* **Information supplied**:
------------------------------------------------

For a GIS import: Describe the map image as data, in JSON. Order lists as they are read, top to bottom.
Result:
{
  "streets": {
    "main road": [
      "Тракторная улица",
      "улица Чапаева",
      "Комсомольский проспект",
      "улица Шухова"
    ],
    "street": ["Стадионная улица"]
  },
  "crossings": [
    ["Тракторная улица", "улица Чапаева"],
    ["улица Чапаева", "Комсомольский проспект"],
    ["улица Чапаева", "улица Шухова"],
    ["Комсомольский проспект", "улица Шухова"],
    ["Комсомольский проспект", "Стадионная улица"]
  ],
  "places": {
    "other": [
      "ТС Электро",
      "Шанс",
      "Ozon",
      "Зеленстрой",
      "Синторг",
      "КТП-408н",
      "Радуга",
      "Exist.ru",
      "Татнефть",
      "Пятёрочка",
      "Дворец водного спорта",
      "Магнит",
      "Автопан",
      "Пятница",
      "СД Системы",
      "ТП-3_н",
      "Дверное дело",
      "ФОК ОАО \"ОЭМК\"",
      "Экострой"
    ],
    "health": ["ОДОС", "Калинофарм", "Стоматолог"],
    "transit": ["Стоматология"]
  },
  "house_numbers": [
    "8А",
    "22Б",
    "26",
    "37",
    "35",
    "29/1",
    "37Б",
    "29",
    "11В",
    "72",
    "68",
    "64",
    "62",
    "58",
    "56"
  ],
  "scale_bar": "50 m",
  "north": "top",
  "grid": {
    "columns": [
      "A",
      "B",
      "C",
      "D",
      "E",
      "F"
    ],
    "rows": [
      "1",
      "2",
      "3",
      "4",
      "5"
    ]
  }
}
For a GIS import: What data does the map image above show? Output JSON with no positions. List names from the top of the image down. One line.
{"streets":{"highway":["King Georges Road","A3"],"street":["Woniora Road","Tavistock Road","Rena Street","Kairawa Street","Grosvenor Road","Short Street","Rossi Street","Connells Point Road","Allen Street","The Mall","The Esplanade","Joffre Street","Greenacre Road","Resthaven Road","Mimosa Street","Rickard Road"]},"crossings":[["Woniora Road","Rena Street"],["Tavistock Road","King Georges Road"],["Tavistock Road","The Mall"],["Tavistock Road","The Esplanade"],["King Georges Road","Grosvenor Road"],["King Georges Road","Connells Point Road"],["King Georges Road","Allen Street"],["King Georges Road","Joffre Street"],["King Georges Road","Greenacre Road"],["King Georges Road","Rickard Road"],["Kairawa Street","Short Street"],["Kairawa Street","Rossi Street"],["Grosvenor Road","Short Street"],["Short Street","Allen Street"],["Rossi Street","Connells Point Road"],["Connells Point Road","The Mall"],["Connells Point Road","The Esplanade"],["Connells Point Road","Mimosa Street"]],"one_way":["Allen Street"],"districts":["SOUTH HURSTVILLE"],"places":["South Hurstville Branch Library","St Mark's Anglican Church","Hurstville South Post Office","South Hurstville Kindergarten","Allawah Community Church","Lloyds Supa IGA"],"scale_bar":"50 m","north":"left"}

------------------------------------------------

* **Task**: Each line above needs to be written out again exactly.

* **Task response**:
For a GIS import: Describe the map image as data, in JSON. Order lists as they are read, top to bottom.
Result:
{
  "streets": {
    "main road": [
      "Тракторная улица",
      "улица Чапаева",
      "Комсомольский проспект",
      "улица Шухова"
    ],
    "street": ["Стадионная улица"]
  },
  "crossings": [
    ["Тракторная улица", "улица Чапаева"],
    ["улица Чапаева", "Комсомольский проспект"],
    ["улица Чапаева", "улица Шухова"],
    ["Комсомольский проспект", "улица Шухова"],
    ["Комсомольский проспект", "Стадионная улица"]
  ],
  "places": {
    "other": [
      "ТС Электро",
      "Шанс",
      "Ozon",
      "Зеленстрой",
      "Синторг",
      "КТП-408н",
      "Радуга",
      "Exist.ru",
      "Татнефть",
      "Пятёрочка",
      "Дворец водного спорта",
      "Магнит",
      "Автопан",
      "Пятница",
      "СД Системы",
      "ТП-3_н",
      "Дверное дело",
      "ФОК ОАО \"ОЭМК\"",
      "Экострой"
    ],
    "health": ["ОДОС", "Калинофарм", "Стоматолог"],
    "transit": ["Стоматология"]
  },
  "house_numbers": [
    "8А",
    "22Б",
    "26",
    "37",
    "35",
    "29/1",
    "37Б",
    "29",
    "11В",
    "72",
    "68",
    "64",
    "62",
    "58",
    "56"
  ],
  "scale_bar": "50 m",
  "north": "top",
  "grid": {
    "columns": [
      "A",
      "B",
      "C",
      "D",
      "E",
      "F"
    ],
    "rows": [
      "1",
      "2",
      "3",
      "4",
      "5"
    ]
  }
}
For a GIS import: What data does the map image above show? Output JSON with no positions. List names from the top of the image down. One line.
{"streets":{"highway":["King Georges Road","A3"],"street":["Woniora Road","Tavistock Road","Rena Street","Kairawa Street","Grosvenor Road","Short Street","Rossi Street","Connells Point Road","Allen Street","The Mall","The Esplanade","Joffre Street","Greenacre Road","Resthaven Road","Mimosa Street","Rickard Road"]},"crossings":[["Woniora Road","Rena Street"],["Tavistock Road","King Georges Road"],["Tavistock Road","The Mall"],["Tavistock Road","The Esplanade"],["King Georges Road","Grosvenor Road"],["King Georges Road","Connells Point Road"],["King Georges Road","Allen Street"],["King Georges Road","Joffre Street"],["King Georges Road","Greenacre Road"],["King Georges Road","Rickard Road"],["Kairawa Street","Short Street"],["Kairawa Street","Rossi Street"],["Grosvenor Road","Short Street"],["Short Street","Allen Street"],["Rossi Street","Connells Point Road"],["Connells Point Road","The Mall"],["Connells Point Road","The Esplanade"],["Connells Point Road","Mimosa Street"]],"one_way":["Allen Street"],"districts":["SOUTH HURSTVILLE"],"places":["South Hurstville Branch Library","St Mark's Anglican Church","Hurstville South Post Office","South Hurstville Kindergarten","Allawah Community Church","Lloyds Supa IGA"],"scale_bar":"50 m","north":"left"}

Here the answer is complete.